報知高校野球(2005年9月号)の連載「私の高校野球」に浦和学院野球部の森監督が紹介されています。

◇「私自身が失敗作」が指導者としての原点 感動だった憧れの聖地

 私の指導者としての“原点”は「私自身が失敗作だ」ということです。私は高校、大学を通じて、選手としては世に出ることができなかった。頑張ったというだけでなく、それをいい結果に結びつける、選手の思いと能力を開花させるための手助けをする、ということが大事だと思います。

 甲子園には監督になってから何度か来させて頂きましたが、現役の上尾高3年生の春、センバツの甲子園練習で来た時の事は今でも忘れられません。私はベンチ入りメンバー15人に入れませんでしたが、大会前の甲子園練習に参加できる25人には加えてもらいました。雨のため、練習は室内練習場で行ったのですが、終了後にグラウンドに足を踏み入れることができました。階段を上がってベンチから出た瞬間、スコアボードがドーンと視界に入った。「これが憧れの聖地か」と感動しましたが、同時に「この衝撃を一年前に味わっていたら、随分変わっていたんじゃないか」とも思いました。その頃は右ひじ手術後、復活へ苦しんでいた時期。自分なりに頑張っていながら、実際にプレーする場所という意味では甲子園は遠い存在になりつつあったのです…。

◇小学校から抱えたヒジ痛 サイドスロー投手転向 中学時代は全国3位

 私は小学5、6年生の頃からいわゆる“野球ヒジ”でした。投げ方が悪かったんだろうと思うんですが、既にヒジ痛を抱えていた。少年時代から今でも、ヒジが曲がったままです。中学2年生の夏ですが、他に体の大きな速球派投手がいたこともあり、サイドスローに変えるように指導者から言われたんです。これが、腰の回転やバランスとかが私に合ったんでしょうね、ヒジ痛も消えたんです。それから自分なりのイメージの投球ができるようになった。中学生にとって横や下から投げる投手は打ちにくいし、カーブが結構曲がっていたから。浦和市(現さいたま市)の大谷場中学の時は、中体連主催の大会ではないんですが、横浜スタジアムで行った大会で全国3位に入ったことがありました。その時、1試合10奪三振を取って新聞に載った記憶があります。

◇上尾高で名将と出会う 監督は多くを語らず怖さもシゴキもなし

 高校は埼玉・上尾高に進みました。元プロ投手(西日本、西鉄、近鉄)で、名将といわれた野本喜一郎監督(1986年に逝去)率いる強豪校です。私は、中学までは投手としての本格的な指導を受けたことがなかった。高校では投手出身の監督さんに、より専門的で高度な技術を学んでみたいという気持ちがありました。ヒジの故障持ちで不安を抱えていたから、そういう人の指導を受けたらいいんじゃないかと…。

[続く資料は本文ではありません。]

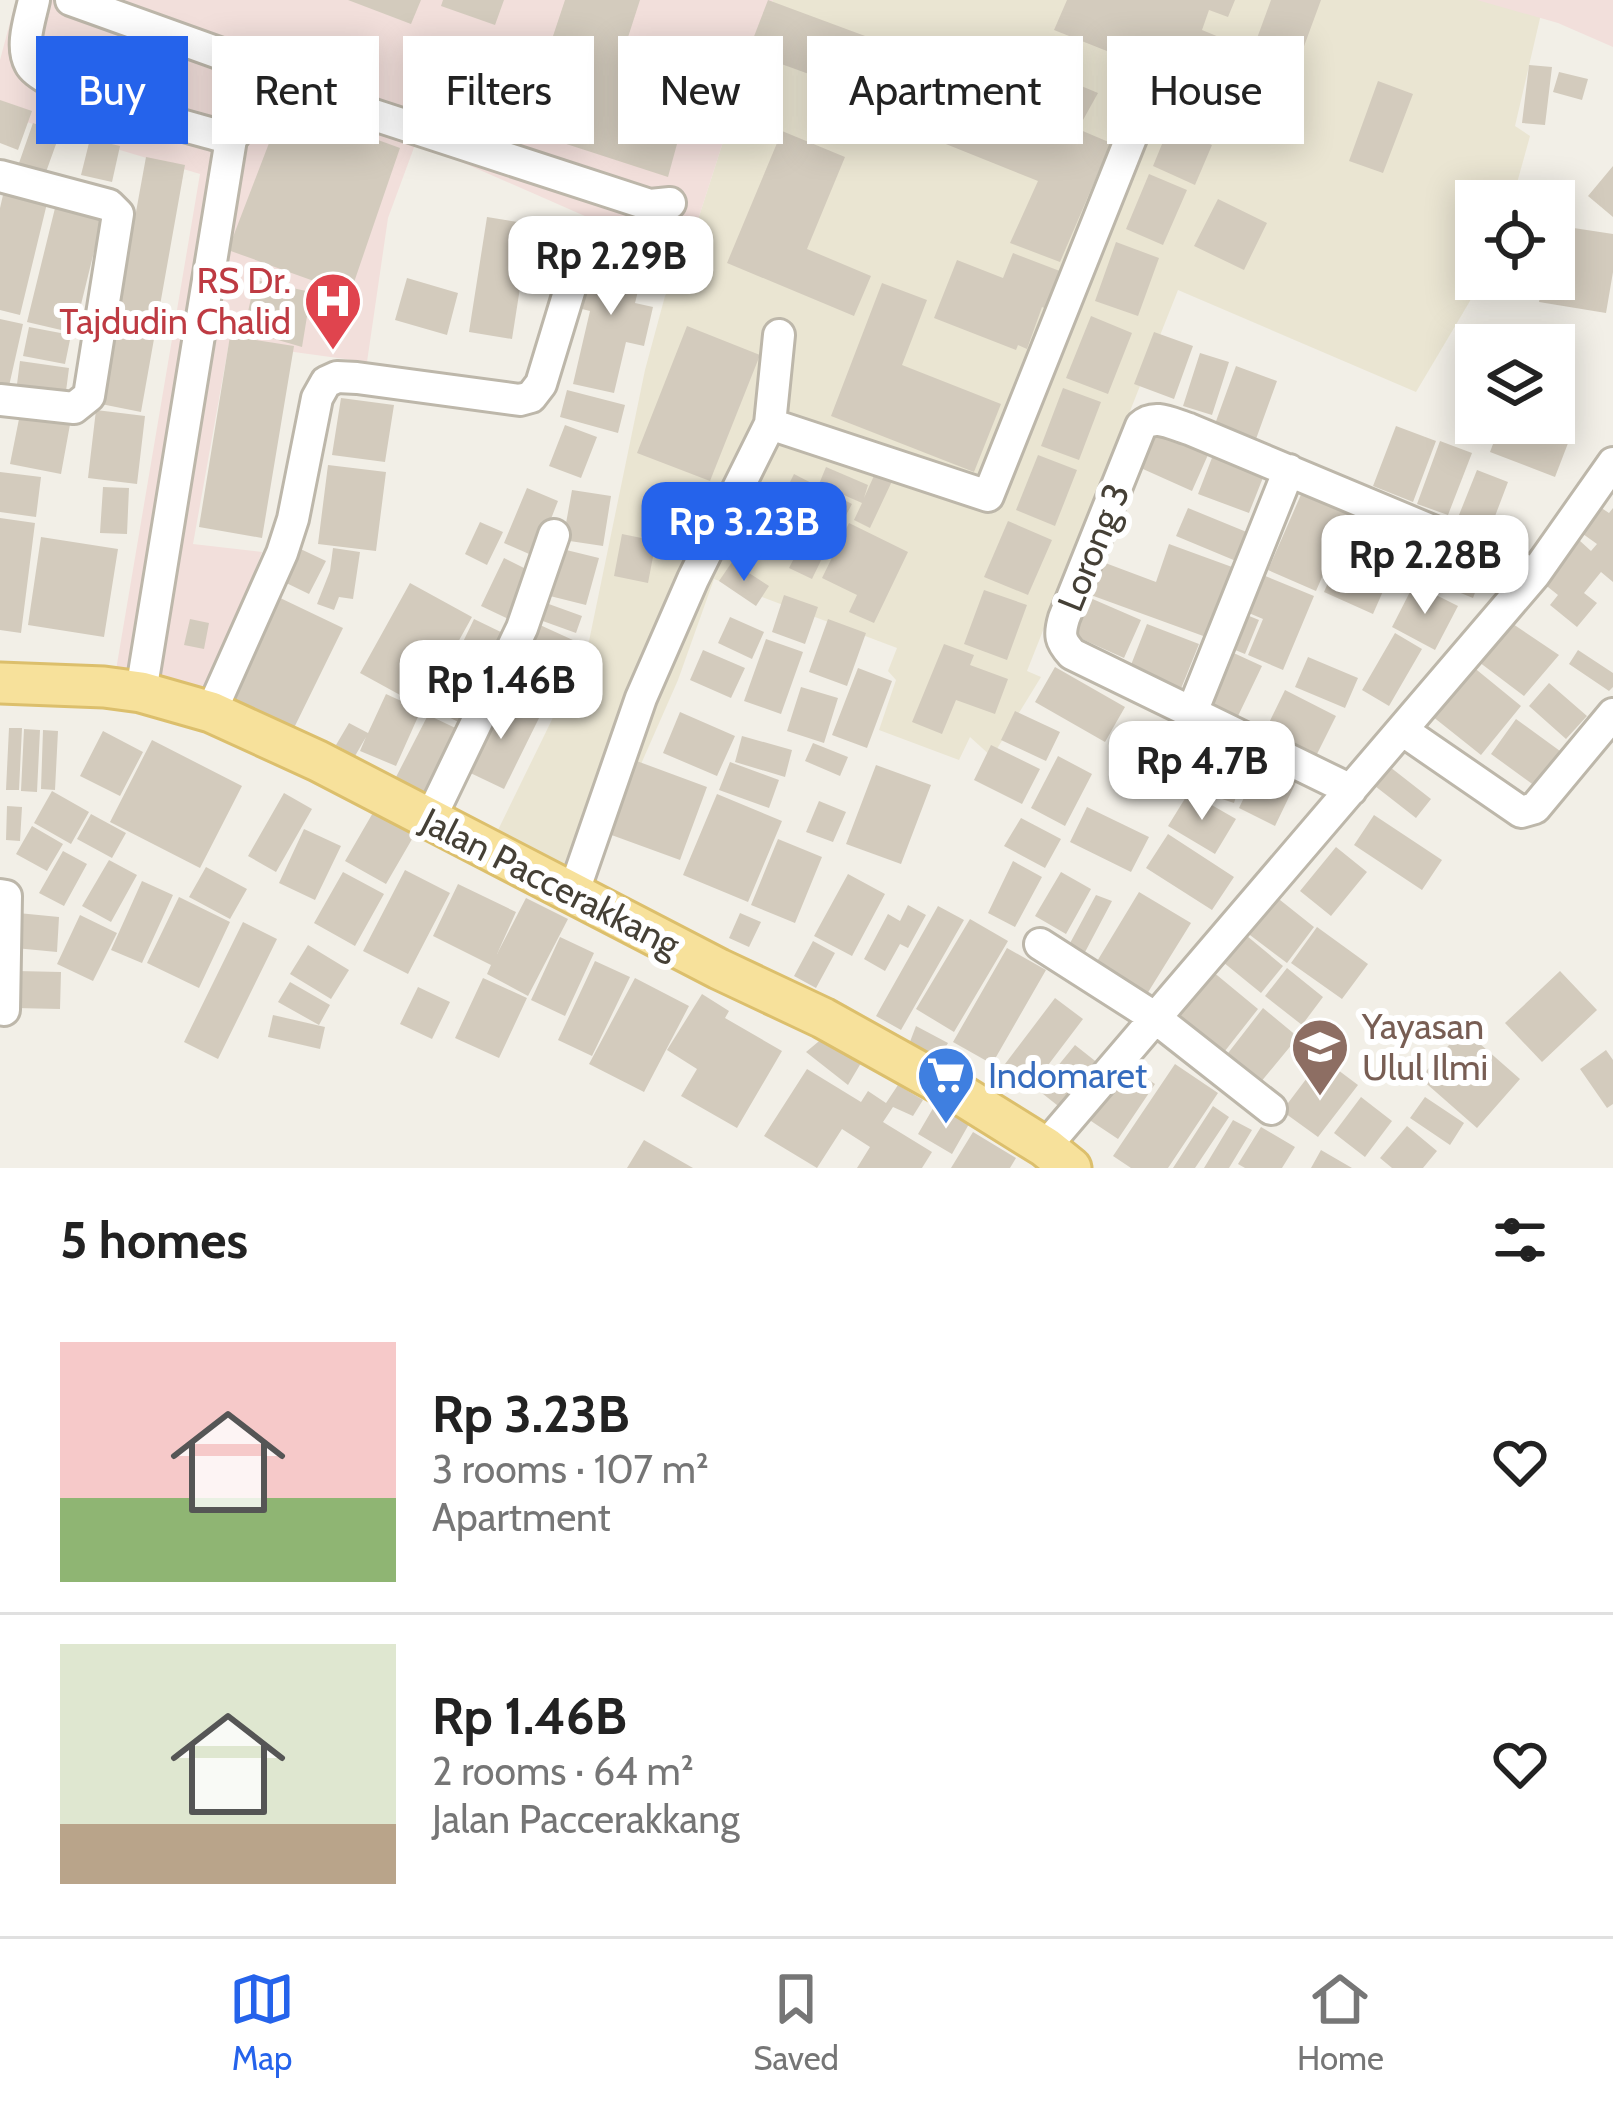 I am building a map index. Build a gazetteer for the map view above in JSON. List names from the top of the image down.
{
  "streets": {
    "main road": ["Jalan Paccerakkang"],
    "street": ["Lorong 3"]
  },
  "places": {
    "hospital": ["RS Dr. Tajdudin Chalid"],
    "school or university": ["Yayasan Ulul Ilmi"],
    "supermarket": ["Indomaret"]
  },
  "page": {
    "chip": [
      "Buy",
      "Rent",
      "Filters",
      "New",
      "Apartment",
      "House"
    ],
    "price": [
      "Rp 2.29B",
      "Rp 3.23B",
      "Rp 2.28B",
      "Rp 1.46B",
      "Rp 4.7B"
    ],
    "heading": "5 homes",
    "list": [
      {
        "name": "Rp 3.23B",
        "note": "3 rooms · 107 m² · Apartment"
      },
      {
        "name": "Rp 1.46B",
        "note": "2 rooms · 64 m² · Jalan Paccerakkang"
      }
    ],
    "tabs": ["Map", "Saved", "Home"]
  }
} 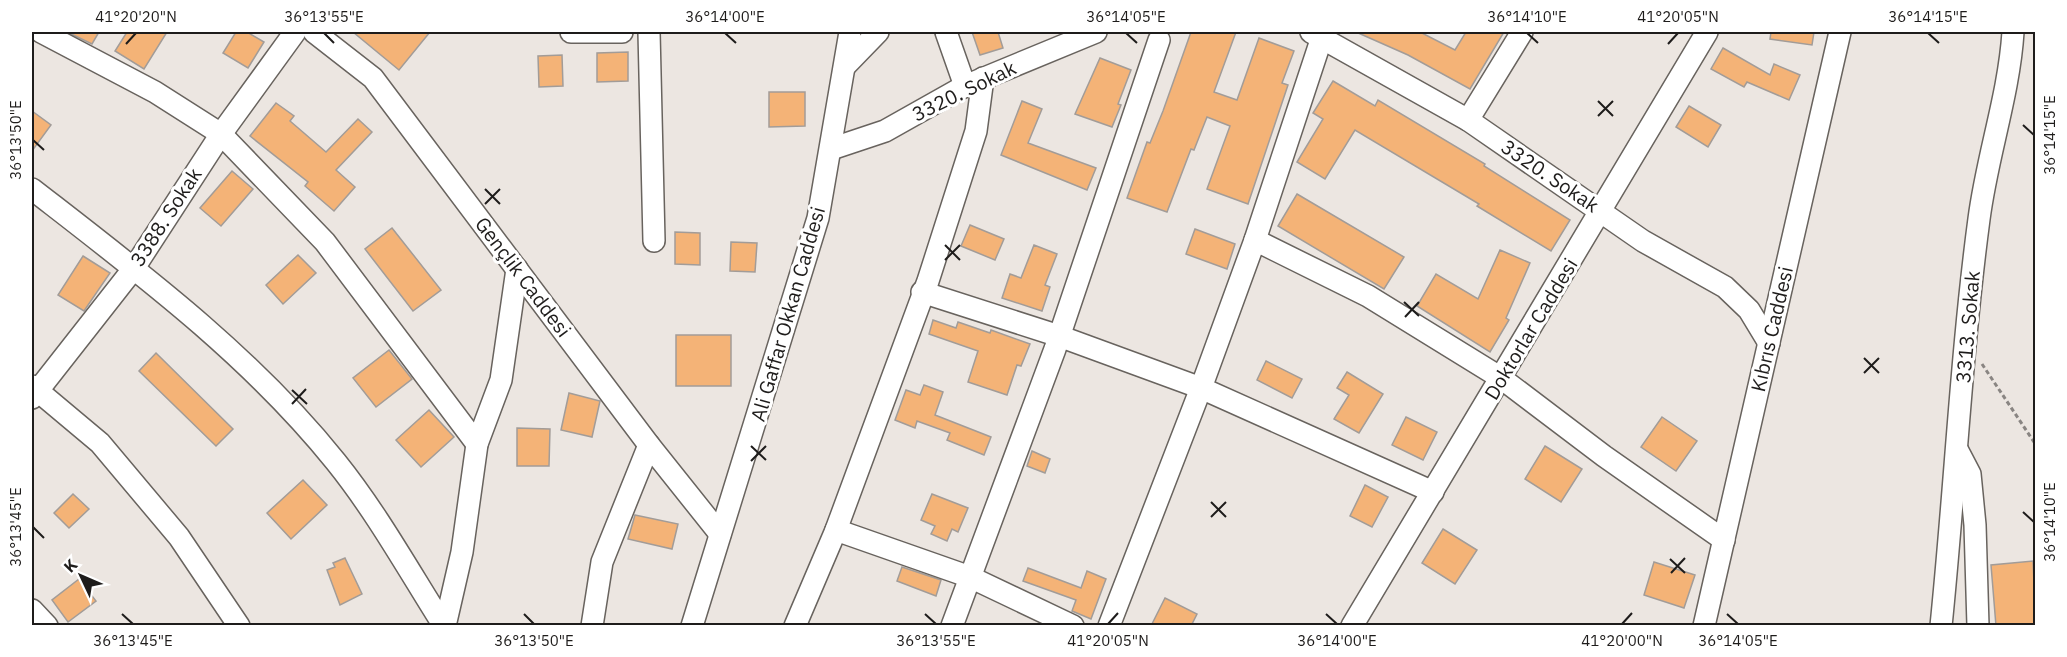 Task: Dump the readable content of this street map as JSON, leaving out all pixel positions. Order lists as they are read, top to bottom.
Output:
{
  "streets": {
    "street": [
      "3320. Sokak",
      "3388. Sokak",
      "Gençlik Caddesi",
      "Ali Gaffar Okkan Caddesi",
      "3313. Sokak",
      "Doktorlar Caddesi",
      "Kıbrıs Caddesi"
    ]
  },
  "crossings": [
    ["3320. Sokak", "Ali Gaffar Okkan Caddesi"],
    ["3320. Sokak", "Doktorlar Caddesi"],
    ["3320. Sokak", "Kıbrıs Caddesi"],
    ["Gençlik Caddesi", "Ali Gaffar Okkan Caddesi"]
  ],
  "north": "top left",
  "coordinates": [
    "41°20'20\"N",
    "36°13'55\"E",
    "36°14'00\"E",
    "36°14'05\"E",
    "36°14'10\"E",
    "41°20'05\"N",
    "36°14'15\"E",
    "36°13'50\"E",
    "36°13'45\"E",
    "41°20'00\"N"
  ]
}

 実際に上尾に入学すると、野本監督は多くを語らず、しかし選手一人一人をちゃんと見ている方でした。高校ではサイドから段々アンダースローに近くなったんですが、技術面で教わったことといえば「外から中へ、腕を8の字に振れ」と言われたぐらい。怖いとか凄くしごかれたとかいう記憶はありません。監督も還暦を迎えられた頃で、ずっとベンチに座っておられる。練習終了後に選手がその前に並んで言葉を待つ。監督の言葉が週に7回、「ご苦労さん」だけなんて時もありました。

◇選手は監督の言葉に飢え監督は巧みな方法で向上心につなげていった

 ただし、監督はベンチの中で、選手が打席に入ると「相手投手はこうだよ」とか「ここはこうやっちゃあいけねえんだ」とか「こういう時はこうだろう」など一人でいろいろ喋るんです。でもその選手がベンチに帰ってくると何も言わない。周りの選手に聞かせると同時に、当事者にはチームメートが「監督がこう言ってたぞ」と伝えることになる。私たち選手にすれば、監督が自分のプレーをどう言っているのか気になります。そういう気持ちを、巧みに向上心につなげていたのかもしれません。私たちは常に、監督の言葉に飢えていた。仲間や来客の方から「監督がお前のこと、こう言ってた」などと教えてもらうのがとても嬉しかったですね。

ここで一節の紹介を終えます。